■ **Required work**: Wherever the word "Lucchese" occurs in the listing, copy the whole line.

■ **Records to use**:

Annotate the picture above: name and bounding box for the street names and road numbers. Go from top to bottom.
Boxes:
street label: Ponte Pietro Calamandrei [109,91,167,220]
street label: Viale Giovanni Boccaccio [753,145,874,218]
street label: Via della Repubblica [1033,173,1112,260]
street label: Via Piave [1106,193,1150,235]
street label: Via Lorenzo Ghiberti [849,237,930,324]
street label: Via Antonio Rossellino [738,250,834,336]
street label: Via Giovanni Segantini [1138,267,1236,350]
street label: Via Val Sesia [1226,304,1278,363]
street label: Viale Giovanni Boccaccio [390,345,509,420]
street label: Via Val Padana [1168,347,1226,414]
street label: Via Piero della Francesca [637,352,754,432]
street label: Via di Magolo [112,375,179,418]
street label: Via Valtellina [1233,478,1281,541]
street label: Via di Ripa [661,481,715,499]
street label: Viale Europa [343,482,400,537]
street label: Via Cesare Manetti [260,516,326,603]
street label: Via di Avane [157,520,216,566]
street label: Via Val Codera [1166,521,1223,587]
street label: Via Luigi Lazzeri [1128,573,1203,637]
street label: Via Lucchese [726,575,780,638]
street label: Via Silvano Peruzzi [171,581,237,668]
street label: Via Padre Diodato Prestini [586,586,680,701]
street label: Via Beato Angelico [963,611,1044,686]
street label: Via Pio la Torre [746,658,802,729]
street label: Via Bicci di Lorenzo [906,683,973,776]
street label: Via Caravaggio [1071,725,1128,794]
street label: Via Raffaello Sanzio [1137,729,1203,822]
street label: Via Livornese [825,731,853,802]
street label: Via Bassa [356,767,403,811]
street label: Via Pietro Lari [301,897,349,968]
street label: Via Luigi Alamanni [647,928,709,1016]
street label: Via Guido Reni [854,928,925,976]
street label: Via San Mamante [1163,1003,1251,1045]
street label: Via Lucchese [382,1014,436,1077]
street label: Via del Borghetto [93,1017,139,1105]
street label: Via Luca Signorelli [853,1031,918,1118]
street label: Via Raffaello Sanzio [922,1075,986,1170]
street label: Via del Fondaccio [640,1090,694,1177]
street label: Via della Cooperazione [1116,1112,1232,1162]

■ **Problem solution**:
street label: Via Lucchese [726,575,780,638]
street label: Via Lucchese [382,1014,436,1077]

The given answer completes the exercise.